Ecology’s CR-101 Statement reflects the agency’s recognition that the current “administrative order” process should be changed, and Ecology had previously acknowledged that the current process is inefficient. In a 2024 budget request, Ecology stated that continued use of the “administrative order” process would cause “significant delays for project proponents and increased risk to the state’s wetlands and streams no longer protected under the new WOTUS definition” in Sackett. Ecology also predicted “an increase in inadvertent violations, where proponents discover they do not need a federal permit, and proceed to implement their project assuming that no other authorization is needed.” Even before Sackett, Ecology recognized that the current process could put an unfair burden on innocent landowners.

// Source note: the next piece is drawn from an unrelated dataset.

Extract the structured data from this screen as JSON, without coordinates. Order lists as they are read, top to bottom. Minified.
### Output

In a 2019 comment letter addressing the relationship between federal and state regulations, Ecology’s Director stated that, without federal coverage over isolated waters and no state permitting program to authorize impacts, innocent landowners would fall into a permitting “gap,” increasing costs for landowners and Ecology: “Increased costs can result from the potential for increases in violations, which will increase costs in enforcement for the state and for landowners who inadvertently violate state law where no program to authorize impacts currently [exists].”

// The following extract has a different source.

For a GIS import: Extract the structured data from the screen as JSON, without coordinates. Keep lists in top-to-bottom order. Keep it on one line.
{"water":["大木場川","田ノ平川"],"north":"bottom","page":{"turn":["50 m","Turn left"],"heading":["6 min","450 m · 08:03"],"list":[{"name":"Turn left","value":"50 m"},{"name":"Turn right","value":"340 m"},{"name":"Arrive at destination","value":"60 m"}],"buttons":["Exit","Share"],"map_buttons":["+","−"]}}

In Sackett, the U.S. Supreme Court emphasized that ambiguous wetlands regulations are uniquely harmful from both a practical and legal perspective:
Even if a property appears dry, application of the guidance in a complicated manual ultimately decides whether it contains wetlands. This is a unique aspect of the CWA; most laws do not require the hiring of expert consultants to determine if they even apply to you or your property . . . And because the [law] can sweep broadly enough to criminalize mundane activities like moving dirt, this unchecked definition . . . means that a staggering array of landowners are at risk of criminal prosecution or onerous civil penalties. . .
Because there is no formal permit process and no exemption in Washington State, even minor impacts can be deemed a WPCA violation—including impacts that Ecology and federal agencies previously treated as exempt from Section 404 permit requirements before Sackett. For example, in the pending case of Wade and Teresa King v. Department of Ecology, PCHB No. 23-007c, two ranchers from eastern Washington are challenging Ecology’s allegation that their digging of stock ponds—an activity they claim has always been exempt from federal permitting under Section 404(f)(1)—violated the WPCA. The Kings contend, among other things, that the areas in question do not meet the regulatory definition for “wetlands,” and that these “waters” are too small, isolated, and transitory to be regulated as “waters of the state.”

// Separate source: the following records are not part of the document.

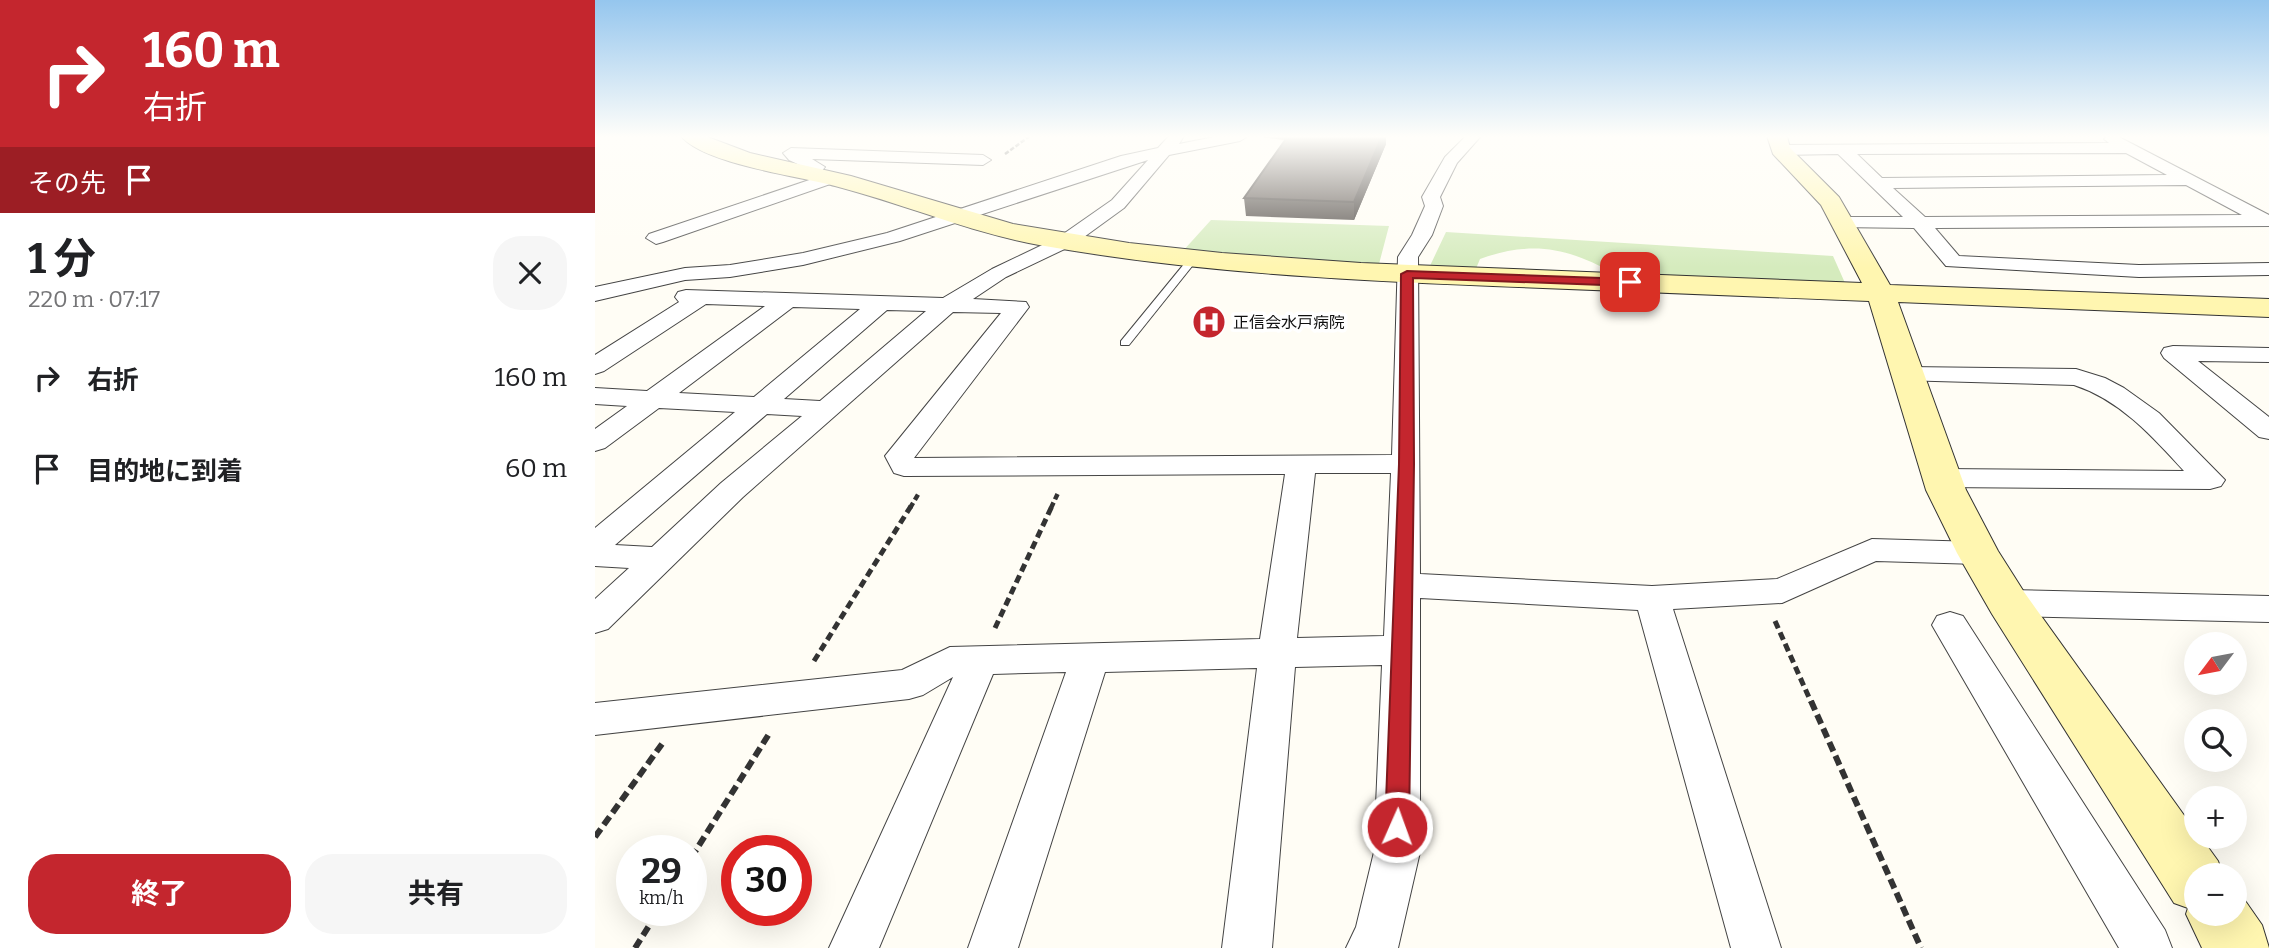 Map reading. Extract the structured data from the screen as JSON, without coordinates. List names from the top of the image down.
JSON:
{
  "places": {
    "hospital": ["正信会水戸病院"]
  },
  "north": "bottom left",
  "page": {
    "turn": ["160 m", "右折"],
    "then": "その先",
    "heading": ["1 分", "220 m · 07:17"],
    "list": [
      {
        "name": "右折",
        "value": "160 m"
      },
      {
        "name": "目的地に到着",
        "value": "60 m"
      }
    ],
    "map_buttons": ["+", "−"],
    "speed": "29 km/h",
    "limit": "30",
    "buttons": ["終了", "共有"]
  }
}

Scope of Proposed New Permit Program
“Waters of the state”: As explained above, Ecology proposes a new permit program that would apply to “waters of the state” regulated under the WPCA, an ambiguous term whose meaning is currently being litigated. The geographic scope of “waters of the state” is a key issue that stakeholders should seek to clarify during Ecology’s rulemaking process.
“Alter or impact”: Clarifying which types of activities trigger a permit requirement is another key issue for stakeholders. The permit program would apply to “projects that could alter or impact” wetlands, streams, and other state waters. The CR-101 Statement does not define “alter or impact,” but previous Ecology statements confirm that the program would be focused on “dredge and fill” impacts to wetlands, streams, and other surface waters that were previously considered to be WOTUS but were deemed by Sackett to be “nonfederally jurisdictional.” Ecology has also suggested that the program would likely be similar to the federal Section 404 “dredge and fill” permit process. Because the WPCA applies to both surface water and groundwater, Ecology might attempt to address discharges to groundwater as part of the new permit program.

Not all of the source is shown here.